● **EXERCISE OBJECTIVE**: Only a number is wanted: how many lines in these records contain the word "cover"?

[Saved entries]
* * * * * * *

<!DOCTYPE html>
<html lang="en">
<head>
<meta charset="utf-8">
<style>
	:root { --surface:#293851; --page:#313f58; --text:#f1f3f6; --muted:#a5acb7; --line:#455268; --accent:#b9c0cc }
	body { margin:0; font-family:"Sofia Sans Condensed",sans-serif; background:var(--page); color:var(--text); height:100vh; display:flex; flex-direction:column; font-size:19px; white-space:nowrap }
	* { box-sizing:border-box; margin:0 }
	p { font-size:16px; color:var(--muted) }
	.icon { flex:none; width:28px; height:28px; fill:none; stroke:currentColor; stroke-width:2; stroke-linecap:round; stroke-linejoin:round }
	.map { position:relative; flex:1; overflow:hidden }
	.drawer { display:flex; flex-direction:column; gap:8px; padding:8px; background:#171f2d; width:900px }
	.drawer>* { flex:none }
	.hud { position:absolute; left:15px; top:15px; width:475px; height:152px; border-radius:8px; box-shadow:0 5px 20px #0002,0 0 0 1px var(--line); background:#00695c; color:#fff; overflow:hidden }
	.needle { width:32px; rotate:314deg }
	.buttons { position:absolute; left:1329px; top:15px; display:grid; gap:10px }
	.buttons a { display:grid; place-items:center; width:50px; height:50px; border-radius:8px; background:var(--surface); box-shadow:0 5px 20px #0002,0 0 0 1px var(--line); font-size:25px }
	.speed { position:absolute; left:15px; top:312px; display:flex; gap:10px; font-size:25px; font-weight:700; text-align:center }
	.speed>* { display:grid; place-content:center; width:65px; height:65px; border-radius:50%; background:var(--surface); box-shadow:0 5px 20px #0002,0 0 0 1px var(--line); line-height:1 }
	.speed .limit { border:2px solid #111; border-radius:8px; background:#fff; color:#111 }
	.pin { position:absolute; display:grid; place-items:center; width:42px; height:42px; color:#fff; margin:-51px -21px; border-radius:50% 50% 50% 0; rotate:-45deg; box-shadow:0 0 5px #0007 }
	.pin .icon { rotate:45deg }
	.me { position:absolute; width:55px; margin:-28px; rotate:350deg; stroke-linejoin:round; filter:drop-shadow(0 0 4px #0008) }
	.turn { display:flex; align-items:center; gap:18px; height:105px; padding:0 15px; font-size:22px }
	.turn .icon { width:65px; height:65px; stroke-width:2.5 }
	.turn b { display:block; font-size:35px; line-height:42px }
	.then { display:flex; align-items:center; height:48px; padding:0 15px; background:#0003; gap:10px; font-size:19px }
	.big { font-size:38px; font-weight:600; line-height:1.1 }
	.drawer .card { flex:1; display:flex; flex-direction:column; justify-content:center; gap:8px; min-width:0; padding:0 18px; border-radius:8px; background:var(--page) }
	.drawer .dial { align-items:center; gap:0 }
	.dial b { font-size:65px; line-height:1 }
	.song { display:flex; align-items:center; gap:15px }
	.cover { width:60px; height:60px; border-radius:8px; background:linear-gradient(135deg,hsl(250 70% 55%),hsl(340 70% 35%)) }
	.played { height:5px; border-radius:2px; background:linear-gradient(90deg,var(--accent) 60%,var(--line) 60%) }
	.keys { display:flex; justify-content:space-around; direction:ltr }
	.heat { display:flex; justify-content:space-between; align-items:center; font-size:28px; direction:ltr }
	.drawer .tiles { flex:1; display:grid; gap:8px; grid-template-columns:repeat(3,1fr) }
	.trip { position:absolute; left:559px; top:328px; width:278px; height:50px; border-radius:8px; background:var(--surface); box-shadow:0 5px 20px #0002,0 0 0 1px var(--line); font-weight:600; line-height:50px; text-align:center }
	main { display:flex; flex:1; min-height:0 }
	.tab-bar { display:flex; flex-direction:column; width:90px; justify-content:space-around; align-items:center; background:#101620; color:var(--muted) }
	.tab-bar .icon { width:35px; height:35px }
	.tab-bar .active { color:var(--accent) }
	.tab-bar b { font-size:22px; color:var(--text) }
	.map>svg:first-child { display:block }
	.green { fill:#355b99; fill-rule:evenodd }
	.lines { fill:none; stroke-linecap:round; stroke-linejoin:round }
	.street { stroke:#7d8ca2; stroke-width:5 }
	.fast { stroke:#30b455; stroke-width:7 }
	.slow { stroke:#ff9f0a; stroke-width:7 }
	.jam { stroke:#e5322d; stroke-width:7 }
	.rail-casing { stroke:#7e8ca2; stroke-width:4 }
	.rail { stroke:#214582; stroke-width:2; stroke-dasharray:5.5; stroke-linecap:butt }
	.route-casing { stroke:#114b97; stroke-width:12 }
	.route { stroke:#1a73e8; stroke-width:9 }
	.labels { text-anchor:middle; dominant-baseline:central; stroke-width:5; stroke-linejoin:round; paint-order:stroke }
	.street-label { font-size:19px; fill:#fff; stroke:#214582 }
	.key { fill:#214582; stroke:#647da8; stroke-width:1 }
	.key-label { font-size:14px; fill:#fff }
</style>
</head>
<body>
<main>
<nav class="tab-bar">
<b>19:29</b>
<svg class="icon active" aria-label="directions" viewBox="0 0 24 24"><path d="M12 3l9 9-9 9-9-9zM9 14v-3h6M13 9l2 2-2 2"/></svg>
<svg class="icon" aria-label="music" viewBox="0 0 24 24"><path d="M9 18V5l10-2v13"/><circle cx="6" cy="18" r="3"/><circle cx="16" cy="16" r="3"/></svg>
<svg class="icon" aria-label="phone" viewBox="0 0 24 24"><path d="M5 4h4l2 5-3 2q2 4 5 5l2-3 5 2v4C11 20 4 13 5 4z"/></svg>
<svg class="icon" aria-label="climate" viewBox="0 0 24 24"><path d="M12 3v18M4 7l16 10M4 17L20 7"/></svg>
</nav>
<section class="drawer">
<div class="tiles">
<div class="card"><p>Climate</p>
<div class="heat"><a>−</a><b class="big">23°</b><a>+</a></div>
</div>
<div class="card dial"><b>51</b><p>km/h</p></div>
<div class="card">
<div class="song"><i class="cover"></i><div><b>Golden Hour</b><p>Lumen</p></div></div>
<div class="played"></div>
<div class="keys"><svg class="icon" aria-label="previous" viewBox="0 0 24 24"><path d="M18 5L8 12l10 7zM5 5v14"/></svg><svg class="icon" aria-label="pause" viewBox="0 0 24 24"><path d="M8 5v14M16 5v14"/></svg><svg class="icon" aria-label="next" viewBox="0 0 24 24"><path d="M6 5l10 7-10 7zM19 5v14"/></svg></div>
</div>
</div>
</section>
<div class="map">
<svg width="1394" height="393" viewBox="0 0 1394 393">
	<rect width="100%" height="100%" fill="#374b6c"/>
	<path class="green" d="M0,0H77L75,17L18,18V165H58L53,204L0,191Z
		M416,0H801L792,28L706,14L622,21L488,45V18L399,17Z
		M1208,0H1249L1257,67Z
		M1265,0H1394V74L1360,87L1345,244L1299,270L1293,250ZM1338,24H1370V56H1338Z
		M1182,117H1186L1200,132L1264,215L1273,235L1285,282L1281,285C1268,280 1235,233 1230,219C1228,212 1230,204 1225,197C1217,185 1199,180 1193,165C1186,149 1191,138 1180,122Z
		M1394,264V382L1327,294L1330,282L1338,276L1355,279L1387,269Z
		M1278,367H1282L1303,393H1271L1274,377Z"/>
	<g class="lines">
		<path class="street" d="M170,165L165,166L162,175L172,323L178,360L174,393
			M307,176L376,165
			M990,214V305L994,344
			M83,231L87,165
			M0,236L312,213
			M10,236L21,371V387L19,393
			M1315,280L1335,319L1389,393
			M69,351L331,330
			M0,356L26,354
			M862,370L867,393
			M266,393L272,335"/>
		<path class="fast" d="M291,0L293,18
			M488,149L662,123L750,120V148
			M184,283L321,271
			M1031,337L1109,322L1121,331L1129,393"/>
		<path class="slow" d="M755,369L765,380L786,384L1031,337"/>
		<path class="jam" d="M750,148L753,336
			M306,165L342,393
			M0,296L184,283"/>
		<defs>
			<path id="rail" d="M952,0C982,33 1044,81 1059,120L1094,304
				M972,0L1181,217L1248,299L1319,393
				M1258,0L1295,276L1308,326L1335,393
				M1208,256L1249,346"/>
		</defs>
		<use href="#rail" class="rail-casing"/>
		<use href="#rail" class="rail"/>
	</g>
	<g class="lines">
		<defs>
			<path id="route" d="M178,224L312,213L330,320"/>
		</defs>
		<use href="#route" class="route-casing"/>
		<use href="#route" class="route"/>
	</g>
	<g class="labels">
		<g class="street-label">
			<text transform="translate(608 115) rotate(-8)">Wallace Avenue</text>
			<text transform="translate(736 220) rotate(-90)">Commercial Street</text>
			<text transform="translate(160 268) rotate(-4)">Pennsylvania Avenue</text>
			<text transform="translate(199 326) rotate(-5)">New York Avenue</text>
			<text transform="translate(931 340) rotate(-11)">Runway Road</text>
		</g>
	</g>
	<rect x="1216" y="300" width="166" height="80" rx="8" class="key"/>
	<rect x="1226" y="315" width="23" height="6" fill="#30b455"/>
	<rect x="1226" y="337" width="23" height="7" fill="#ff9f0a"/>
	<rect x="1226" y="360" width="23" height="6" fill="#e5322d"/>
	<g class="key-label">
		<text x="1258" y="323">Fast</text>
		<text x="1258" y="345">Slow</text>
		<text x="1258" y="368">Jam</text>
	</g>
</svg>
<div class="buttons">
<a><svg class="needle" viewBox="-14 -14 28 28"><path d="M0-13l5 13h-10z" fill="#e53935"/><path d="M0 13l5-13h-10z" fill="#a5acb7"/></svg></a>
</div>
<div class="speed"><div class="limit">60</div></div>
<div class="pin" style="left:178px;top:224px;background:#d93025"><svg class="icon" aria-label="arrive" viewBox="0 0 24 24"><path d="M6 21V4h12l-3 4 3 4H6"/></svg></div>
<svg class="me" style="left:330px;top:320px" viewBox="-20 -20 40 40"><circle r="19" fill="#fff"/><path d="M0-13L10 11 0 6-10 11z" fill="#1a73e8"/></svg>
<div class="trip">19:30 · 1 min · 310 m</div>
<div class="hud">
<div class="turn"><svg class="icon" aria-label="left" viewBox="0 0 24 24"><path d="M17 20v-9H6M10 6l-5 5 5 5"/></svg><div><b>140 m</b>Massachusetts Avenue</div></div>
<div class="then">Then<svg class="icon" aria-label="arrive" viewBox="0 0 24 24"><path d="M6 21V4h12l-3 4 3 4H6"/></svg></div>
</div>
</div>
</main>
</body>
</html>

* * * * * * *

● **WRITTEN RESPONSE**: 2